1 Introduction

For many applications in image and video compression, video re-targeting and object segmentation, estimating where humans look in a scene is an essential step [6, 9, 22]. Neuroscientists [2], and more recently computer vision researches [13], have proposed computational saliency models to predict eye fixations over images.

Most traditional approaches typically cope with this task by defining hand-crafted and multi-scale features that capture a large spectrum of stimuli: lower-level features (color, texture, contrast) [11] or higher-level concepts (faces, people, text, horizon) [5]. In addition, since there is a strong tendency to look more frequently around the center of the scene than around the periphery [33], some techniques incorporate hand-crafted priors into saliency maps [19, 20, 35, 36]. Unfortunately, eye fixation can depend on several aspects and this makes it difficult to design properly hand-crafted features.

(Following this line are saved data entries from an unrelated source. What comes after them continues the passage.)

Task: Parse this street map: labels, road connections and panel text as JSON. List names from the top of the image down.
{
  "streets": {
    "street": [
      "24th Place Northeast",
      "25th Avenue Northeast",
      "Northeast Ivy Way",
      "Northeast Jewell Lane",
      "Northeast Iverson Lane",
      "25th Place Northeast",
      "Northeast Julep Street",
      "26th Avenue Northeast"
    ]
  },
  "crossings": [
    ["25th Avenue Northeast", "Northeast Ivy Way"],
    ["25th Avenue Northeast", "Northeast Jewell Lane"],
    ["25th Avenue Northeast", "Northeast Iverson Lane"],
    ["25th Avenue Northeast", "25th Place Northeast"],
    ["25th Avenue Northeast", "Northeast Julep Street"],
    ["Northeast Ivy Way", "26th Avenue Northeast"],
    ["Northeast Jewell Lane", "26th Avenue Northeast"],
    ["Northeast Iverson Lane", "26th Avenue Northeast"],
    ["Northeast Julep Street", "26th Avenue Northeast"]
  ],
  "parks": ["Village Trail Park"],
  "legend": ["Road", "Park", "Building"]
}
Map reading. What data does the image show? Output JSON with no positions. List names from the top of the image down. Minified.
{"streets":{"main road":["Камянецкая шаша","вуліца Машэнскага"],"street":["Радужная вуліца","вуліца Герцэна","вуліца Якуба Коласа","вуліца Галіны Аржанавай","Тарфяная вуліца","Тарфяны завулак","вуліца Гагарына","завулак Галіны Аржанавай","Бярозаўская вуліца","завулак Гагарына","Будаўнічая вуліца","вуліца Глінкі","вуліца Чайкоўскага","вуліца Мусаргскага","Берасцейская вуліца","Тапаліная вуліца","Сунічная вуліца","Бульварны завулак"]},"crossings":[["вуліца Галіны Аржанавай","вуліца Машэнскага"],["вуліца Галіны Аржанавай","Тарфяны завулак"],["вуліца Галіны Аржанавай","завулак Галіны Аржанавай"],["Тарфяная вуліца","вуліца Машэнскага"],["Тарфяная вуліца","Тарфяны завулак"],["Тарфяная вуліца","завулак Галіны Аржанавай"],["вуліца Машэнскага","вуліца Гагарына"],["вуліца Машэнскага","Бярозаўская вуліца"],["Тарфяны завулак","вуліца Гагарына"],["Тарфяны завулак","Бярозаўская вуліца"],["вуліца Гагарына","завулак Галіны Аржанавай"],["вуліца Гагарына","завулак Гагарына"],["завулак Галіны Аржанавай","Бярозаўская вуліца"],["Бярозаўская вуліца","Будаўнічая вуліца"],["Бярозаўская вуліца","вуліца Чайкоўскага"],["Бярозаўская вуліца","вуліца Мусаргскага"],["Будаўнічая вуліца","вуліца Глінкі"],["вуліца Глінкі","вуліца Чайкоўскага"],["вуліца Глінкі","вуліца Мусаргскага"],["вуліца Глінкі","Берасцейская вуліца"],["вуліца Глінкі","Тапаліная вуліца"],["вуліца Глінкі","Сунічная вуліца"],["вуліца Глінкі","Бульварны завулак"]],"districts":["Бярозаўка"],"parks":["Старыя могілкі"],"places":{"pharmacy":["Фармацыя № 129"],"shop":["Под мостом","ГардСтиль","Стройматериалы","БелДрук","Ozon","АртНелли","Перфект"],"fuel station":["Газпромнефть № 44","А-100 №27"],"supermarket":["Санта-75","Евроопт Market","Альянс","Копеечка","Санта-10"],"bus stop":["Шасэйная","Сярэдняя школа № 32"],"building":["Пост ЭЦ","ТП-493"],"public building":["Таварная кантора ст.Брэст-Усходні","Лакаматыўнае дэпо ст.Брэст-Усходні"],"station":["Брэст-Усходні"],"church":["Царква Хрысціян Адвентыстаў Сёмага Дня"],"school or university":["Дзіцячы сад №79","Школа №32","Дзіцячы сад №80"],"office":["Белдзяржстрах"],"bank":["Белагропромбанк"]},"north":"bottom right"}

Deep learning techniques, with their ability to automatically learn appropriate features from massive annotated data, have shown impressive results in several vision applications such as image classification [18] and semantic segmentation [24]. First attempts to define saliency models with the usage of deep convolutional networks have recently been presented [20, 35]. However, due to the small amount of training data in this scenario, researchers have presented networks with few layers or pretrained in other contexts. By publishing the large dataset SALICON [12], collected thanks to crowd-sourcing techniques, researches have then increased the number of convolutional layers reducing the overfitting risk [19, 25].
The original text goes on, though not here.